Scan the records below for the line containing "M355,459l1,32 -70,3 -2,-7 39,-27z" and the line containing "M130,127l-75,66 -55,-7v-16l34,-15 -32,-1". Copy both, plus every line between, exactly.

## RECORDS SHOWN:
=====
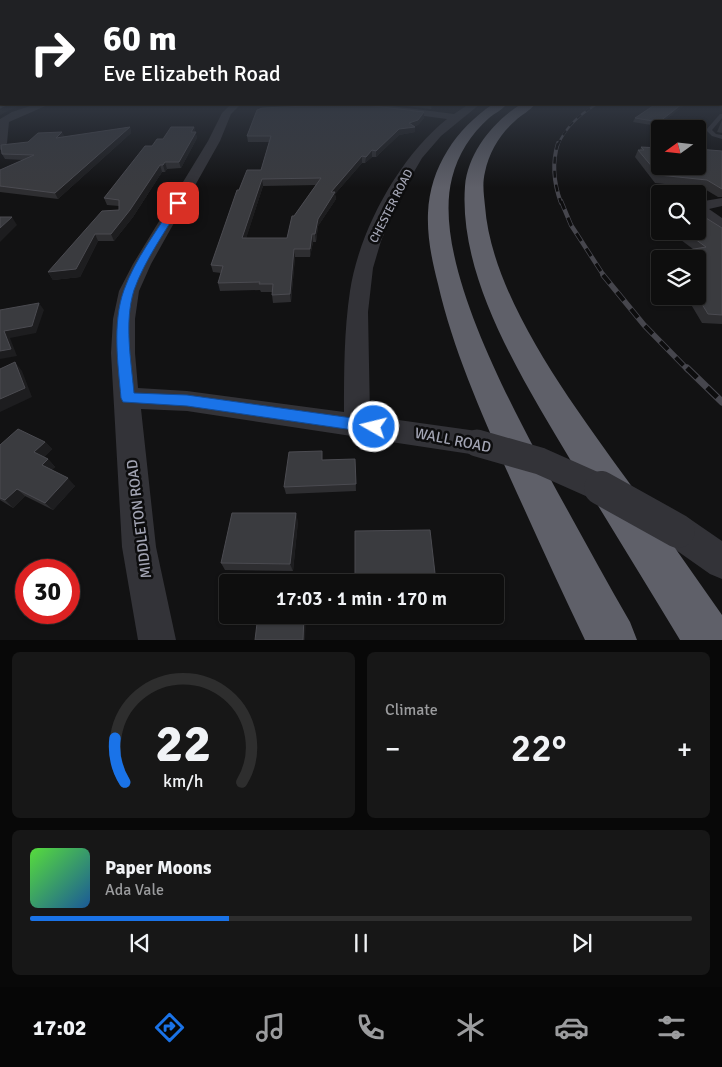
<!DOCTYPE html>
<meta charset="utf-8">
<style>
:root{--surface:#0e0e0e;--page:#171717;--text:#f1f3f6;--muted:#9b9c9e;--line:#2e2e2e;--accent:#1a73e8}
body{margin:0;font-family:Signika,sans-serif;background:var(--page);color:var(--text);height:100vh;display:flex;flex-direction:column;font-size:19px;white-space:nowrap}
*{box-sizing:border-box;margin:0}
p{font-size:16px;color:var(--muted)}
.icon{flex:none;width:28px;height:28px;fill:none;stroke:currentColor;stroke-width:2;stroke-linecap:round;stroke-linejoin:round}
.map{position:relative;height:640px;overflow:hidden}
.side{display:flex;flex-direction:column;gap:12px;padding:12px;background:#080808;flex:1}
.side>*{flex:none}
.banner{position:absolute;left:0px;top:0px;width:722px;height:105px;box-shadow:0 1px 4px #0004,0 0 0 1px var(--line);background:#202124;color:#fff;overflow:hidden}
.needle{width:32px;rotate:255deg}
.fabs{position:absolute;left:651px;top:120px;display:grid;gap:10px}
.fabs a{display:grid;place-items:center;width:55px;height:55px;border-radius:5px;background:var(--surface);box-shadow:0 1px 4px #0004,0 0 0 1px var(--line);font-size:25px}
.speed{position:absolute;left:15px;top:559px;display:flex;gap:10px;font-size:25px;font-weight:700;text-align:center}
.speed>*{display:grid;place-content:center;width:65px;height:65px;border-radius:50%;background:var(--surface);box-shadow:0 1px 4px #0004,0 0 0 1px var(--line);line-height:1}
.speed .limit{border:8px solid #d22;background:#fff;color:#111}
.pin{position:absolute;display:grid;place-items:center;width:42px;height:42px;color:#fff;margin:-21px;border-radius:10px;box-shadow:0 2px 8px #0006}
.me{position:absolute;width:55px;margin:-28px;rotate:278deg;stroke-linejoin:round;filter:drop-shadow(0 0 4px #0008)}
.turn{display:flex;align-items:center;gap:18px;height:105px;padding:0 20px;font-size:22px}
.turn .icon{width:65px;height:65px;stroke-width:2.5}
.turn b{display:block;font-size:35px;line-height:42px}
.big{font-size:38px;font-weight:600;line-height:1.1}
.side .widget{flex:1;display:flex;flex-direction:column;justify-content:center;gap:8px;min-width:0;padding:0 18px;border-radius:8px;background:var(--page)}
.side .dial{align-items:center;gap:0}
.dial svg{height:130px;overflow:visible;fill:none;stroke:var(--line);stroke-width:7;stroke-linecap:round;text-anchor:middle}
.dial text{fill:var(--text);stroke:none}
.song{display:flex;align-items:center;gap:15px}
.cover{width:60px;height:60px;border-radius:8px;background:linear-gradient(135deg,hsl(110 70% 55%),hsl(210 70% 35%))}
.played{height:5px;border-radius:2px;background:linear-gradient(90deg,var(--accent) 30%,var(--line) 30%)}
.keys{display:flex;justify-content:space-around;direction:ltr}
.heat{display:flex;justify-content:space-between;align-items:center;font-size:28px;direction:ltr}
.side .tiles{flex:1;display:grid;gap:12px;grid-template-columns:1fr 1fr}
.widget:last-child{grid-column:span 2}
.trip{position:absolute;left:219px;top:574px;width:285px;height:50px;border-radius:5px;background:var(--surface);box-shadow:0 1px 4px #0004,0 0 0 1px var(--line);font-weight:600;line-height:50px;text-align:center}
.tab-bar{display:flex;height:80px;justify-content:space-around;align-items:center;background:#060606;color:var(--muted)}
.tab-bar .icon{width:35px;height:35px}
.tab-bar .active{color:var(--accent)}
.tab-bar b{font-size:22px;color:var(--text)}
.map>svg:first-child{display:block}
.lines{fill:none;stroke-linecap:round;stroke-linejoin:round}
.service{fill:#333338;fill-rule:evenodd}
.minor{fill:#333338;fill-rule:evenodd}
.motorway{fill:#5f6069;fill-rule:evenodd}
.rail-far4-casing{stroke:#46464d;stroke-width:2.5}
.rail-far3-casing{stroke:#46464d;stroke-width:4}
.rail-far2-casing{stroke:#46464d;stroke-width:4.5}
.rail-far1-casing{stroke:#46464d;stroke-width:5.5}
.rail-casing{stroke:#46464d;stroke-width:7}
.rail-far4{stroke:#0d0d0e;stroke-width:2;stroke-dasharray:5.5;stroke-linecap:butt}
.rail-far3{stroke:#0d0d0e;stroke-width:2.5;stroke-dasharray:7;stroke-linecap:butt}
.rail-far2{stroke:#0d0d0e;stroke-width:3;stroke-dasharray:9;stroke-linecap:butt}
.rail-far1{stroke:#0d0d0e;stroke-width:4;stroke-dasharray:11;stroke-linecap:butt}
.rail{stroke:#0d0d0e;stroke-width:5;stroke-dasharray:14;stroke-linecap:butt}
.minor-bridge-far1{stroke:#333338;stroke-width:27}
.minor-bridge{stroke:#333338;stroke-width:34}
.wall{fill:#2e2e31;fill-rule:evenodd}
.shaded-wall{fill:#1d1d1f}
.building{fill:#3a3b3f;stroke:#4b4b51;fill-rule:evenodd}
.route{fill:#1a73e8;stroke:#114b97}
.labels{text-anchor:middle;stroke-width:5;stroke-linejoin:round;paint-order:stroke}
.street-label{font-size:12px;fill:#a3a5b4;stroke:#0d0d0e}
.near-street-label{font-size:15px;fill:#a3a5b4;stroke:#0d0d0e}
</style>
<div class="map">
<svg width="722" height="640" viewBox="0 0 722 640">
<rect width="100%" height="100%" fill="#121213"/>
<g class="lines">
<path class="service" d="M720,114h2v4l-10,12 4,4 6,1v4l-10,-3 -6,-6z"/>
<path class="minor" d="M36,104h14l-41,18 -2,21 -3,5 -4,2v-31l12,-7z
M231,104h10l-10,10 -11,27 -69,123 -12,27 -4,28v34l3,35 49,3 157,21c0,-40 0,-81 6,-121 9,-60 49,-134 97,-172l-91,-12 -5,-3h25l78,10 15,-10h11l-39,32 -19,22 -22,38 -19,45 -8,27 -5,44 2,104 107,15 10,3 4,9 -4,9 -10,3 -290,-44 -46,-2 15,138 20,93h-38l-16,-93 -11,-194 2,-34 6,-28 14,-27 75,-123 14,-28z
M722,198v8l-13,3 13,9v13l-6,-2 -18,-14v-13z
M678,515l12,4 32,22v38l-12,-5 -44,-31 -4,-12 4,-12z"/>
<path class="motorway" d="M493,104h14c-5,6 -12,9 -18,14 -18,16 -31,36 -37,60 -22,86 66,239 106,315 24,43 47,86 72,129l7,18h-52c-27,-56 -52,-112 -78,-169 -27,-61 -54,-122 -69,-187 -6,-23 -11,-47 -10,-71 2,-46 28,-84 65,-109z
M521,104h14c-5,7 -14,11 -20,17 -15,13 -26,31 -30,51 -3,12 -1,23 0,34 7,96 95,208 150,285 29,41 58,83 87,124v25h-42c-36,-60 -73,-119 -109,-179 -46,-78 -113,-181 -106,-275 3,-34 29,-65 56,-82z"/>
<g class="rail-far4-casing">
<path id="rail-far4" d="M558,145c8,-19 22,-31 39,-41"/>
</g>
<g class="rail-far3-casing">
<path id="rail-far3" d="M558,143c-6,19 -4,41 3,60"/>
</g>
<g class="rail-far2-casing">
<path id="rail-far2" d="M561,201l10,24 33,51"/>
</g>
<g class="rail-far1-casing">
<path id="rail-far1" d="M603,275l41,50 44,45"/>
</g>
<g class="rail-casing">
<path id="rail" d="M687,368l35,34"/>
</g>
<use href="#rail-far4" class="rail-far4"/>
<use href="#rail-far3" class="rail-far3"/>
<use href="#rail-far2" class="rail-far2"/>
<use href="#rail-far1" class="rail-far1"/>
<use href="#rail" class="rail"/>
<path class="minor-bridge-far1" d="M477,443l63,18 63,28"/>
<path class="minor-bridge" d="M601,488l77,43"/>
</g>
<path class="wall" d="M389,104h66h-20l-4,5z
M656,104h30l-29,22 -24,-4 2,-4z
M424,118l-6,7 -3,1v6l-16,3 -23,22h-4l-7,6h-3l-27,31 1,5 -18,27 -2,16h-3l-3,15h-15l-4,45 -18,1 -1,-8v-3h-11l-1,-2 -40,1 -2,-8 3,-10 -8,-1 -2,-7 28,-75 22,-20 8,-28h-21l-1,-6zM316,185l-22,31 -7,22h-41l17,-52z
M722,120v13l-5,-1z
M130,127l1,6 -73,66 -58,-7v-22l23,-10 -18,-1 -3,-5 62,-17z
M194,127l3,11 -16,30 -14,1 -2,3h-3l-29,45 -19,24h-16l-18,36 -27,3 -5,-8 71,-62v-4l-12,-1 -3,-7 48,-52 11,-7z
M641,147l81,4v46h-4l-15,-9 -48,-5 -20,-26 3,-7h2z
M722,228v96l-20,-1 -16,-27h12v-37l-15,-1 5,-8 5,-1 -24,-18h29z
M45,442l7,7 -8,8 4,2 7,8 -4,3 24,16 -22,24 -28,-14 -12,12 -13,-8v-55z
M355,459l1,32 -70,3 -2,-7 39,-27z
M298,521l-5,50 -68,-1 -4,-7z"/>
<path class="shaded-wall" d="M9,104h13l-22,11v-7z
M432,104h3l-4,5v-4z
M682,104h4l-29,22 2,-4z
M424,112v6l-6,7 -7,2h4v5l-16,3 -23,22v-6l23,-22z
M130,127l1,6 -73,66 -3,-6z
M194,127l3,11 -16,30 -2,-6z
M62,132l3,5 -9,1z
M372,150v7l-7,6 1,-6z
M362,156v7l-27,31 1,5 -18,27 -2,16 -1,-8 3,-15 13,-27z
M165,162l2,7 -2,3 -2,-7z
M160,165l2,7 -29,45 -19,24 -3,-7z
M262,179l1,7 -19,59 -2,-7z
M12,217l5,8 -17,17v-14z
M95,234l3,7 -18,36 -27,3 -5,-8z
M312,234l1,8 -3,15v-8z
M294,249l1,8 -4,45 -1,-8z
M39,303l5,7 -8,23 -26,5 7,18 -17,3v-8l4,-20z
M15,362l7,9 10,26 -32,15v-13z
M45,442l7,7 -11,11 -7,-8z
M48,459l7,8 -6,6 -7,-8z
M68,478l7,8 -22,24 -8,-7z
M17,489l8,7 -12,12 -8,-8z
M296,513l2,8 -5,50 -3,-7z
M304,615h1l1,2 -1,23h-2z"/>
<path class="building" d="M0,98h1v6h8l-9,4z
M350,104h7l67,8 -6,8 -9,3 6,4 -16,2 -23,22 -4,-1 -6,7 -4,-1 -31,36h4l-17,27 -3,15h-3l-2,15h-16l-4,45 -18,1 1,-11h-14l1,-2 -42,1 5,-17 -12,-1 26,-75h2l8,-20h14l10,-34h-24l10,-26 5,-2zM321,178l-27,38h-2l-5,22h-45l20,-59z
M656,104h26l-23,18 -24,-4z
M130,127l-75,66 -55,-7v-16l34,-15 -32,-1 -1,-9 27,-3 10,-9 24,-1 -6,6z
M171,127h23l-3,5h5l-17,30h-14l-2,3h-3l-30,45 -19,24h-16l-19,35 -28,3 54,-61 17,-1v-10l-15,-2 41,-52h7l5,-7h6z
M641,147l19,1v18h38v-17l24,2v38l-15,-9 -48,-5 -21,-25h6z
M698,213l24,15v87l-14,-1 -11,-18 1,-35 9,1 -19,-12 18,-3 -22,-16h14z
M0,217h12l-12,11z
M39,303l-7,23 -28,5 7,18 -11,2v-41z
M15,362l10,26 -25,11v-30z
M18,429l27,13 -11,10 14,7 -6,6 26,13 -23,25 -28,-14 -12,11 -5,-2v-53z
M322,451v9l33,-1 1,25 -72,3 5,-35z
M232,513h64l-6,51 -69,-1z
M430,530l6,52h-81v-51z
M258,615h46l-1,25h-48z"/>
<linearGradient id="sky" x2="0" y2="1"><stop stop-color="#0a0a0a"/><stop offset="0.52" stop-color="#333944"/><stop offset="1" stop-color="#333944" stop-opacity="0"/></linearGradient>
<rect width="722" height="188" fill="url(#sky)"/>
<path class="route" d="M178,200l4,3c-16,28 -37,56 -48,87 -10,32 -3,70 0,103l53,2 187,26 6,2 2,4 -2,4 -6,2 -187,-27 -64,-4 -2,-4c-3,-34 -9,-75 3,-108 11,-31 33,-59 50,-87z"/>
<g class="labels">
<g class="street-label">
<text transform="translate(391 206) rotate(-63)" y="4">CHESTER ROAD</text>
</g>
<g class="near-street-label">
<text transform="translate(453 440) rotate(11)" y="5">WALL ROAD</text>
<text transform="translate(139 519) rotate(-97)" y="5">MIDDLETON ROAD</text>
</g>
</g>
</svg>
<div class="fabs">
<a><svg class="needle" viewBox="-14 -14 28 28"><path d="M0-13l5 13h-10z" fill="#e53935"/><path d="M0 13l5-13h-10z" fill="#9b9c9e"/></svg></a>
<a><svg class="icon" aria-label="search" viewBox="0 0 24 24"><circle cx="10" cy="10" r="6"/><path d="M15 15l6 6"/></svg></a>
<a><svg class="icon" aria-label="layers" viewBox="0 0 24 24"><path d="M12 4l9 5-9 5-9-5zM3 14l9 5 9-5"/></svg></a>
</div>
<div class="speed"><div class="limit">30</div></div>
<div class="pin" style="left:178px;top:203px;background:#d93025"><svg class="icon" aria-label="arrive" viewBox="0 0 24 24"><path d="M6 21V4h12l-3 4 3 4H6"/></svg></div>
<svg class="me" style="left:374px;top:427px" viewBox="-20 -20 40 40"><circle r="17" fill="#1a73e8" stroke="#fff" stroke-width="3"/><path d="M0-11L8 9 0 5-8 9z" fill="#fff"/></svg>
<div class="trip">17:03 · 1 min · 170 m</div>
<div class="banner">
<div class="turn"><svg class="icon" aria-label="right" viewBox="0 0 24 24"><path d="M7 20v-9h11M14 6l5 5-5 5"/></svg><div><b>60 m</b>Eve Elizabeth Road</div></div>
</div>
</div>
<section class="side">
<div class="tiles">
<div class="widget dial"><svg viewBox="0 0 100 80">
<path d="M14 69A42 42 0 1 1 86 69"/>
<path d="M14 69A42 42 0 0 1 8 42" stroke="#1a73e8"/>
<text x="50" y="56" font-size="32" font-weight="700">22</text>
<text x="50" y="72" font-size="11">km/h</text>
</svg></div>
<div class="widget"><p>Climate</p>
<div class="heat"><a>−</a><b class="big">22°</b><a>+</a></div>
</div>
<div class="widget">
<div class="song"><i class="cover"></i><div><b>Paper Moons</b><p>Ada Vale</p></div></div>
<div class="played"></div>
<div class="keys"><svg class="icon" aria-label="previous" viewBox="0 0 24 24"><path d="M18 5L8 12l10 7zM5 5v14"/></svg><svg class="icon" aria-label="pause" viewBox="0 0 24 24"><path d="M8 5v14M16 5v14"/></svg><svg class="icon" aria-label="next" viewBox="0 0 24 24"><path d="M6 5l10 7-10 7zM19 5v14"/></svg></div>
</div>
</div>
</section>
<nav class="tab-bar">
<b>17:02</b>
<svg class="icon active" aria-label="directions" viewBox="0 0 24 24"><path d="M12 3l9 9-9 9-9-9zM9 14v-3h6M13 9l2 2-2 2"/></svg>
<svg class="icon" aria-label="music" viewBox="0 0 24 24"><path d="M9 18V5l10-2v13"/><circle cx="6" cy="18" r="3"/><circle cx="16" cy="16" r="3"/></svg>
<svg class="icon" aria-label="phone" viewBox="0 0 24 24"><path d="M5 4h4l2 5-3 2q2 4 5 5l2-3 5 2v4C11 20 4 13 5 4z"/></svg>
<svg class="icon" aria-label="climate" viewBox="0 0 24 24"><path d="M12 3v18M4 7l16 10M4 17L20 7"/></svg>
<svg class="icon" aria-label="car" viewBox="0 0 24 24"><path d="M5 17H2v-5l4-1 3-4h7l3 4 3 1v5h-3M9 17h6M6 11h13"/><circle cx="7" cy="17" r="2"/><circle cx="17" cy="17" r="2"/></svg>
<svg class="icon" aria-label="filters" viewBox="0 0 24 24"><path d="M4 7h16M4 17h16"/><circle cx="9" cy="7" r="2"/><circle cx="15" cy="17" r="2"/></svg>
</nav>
=====
## ANSWER:
M355,459l1,32 -70,3 -2,-7 39,-27z
M298,521l-5,50 -68,-1 -4,-7z"/>
<path class="shaded-wall" d="M9,104h13l-22,11v-7z
M432,104h3l-4,5v-4z
M682,104h4l-29,22 2,-4z
M424,112v6l-6,7 -7,2h4v5l-16,3 -23,22v-6l23,-22z
M130,127l1,6 -73,66 -3,-6z
M194,127l3,11 -16,30 -2,-6z
M62,132l3,5 -9,1z
M372,150v7l-7,6 1,-6z
M362,156v7l-27,31 1,5 -18,27 -2,16 -1,-8 3,-15 13,-27z
M165,162l2,7 -2,3 -2,-7z
M160,165l2,7 -29,45 -19,24 -3,-7z
M262,179l1,7 -19,59 -2,-7z
M12,217l5,8 -17,17v-14z
M95,234l3,7 -18,36 -27,3 -5,-8z
M312,234l1,8 -3,15v-8z
M294,249l1,8 -4,45 -1,-8z
M39,303l5,7 -8,23 -26,5 7,18 -17,3v-8l4,-20z
M15,362l7,9 10,26 -32,15v-13z
M45,442l7,7 -11,11 -7,-8z
M48,459l7,8 -6,6 -7,-8z
M68,478l7,8 -22,24 -8,-7z
M17,489l8,7 -12,12 -8,-8z
M296,513l2,8 -5,50 -3,-7z
M304,615h1l1,2 -1,23h-2z"/>
<path class="building" d="M0,98h1v6h8l-9,4z
M350,104h7l67,8 -6,8 -9,3 6,4 -16,2 -23,22 -4,-1 -6,7 -4,-1 -31,36h4l-17,27 -3,15h-3l-2,15h-16l-4,45 -18,1 1,-11h-14l1,-2 -42,1 5,-17 -12,-1 26,-75h2l8,-20h14l10,-34h-24l10,-26 5,-2zM321,178l-27,38h-2l-5,22h-45l20,-59z
M656,104h26l-23,18 -24,-4z
M130,127l-75,66 -55,-7v-16l34,-15 -32,-1 -1,-9 27,-3 10,-9 24,-1 -6,6z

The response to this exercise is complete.